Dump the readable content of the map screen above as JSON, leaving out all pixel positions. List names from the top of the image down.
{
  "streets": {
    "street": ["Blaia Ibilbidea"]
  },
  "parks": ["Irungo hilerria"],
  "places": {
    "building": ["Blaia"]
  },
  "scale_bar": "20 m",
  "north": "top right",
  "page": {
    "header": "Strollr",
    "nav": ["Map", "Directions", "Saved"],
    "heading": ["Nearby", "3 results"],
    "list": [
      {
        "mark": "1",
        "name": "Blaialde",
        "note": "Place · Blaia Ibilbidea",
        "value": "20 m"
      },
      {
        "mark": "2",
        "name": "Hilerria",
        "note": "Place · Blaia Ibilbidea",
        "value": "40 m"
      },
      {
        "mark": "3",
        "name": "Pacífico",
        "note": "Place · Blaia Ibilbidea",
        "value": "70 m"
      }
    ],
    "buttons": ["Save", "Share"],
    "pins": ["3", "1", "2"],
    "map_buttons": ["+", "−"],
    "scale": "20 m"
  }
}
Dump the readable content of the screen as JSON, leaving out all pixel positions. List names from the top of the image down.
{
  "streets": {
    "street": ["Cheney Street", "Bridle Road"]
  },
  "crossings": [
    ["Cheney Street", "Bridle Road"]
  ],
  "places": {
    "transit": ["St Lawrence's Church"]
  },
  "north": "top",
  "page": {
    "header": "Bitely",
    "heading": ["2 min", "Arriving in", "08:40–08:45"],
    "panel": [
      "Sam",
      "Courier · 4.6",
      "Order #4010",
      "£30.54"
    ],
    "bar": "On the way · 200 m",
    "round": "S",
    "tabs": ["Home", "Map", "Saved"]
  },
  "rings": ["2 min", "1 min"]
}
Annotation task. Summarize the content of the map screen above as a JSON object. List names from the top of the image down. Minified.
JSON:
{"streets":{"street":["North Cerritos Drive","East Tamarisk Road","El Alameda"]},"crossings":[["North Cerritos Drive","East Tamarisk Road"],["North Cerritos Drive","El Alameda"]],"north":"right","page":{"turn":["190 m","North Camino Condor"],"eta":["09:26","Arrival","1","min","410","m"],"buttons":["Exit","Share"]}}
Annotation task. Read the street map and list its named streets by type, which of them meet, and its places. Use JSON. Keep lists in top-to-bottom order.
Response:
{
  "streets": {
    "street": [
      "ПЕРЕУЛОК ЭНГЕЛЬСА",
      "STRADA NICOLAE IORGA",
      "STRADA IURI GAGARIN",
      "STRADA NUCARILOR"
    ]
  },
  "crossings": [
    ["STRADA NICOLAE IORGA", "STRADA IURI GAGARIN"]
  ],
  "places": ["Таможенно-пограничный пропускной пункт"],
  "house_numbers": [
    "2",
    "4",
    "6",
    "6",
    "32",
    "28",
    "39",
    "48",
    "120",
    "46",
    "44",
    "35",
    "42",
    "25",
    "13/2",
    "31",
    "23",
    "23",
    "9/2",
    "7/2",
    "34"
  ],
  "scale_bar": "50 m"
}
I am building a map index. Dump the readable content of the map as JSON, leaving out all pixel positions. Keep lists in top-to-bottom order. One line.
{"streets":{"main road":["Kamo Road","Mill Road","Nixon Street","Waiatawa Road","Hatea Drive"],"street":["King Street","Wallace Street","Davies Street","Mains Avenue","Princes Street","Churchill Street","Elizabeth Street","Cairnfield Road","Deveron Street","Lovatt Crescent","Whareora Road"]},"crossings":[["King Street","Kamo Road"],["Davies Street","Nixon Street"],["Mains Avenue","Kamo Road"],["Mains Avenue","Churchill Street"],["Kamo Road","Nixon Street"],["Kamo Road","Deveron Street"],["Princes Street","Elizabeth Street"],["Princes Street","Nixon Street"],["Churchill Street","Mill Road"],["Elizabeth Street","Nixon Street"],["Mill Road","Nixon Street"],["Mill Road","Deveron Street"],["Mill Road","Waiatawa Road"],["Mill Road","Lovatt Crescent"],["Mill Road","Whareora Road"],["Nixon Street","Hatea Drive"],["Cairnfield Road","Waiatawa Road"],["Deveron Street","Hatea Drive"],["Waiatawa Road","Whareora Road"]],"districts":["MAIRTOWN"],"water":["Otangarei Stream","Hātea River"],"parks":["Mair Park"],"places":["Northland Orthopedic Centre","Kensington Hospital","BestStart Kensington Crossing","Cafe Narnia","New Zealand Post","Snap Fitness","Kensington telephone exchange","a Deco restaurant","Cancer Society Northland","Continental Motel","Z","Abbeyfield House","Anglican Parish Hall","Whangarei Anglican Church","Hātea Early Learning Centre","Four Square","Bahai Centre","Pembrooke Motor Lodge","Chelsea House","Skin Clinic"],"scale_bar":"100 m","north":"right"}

TASK TO CARRY OUT
The lines you need are those holding the word "Annotation"; copy each of them from the material above.

SOLVED EXERCISE
Annotation task. Summarize the content of the map screen above as a JSON object. List names from the top of the image down. Minified.
Annotation task. Read the street map and list its named streets by type, which of them meet, and its places. Use JSON. Keep lists in top-to-bottom order.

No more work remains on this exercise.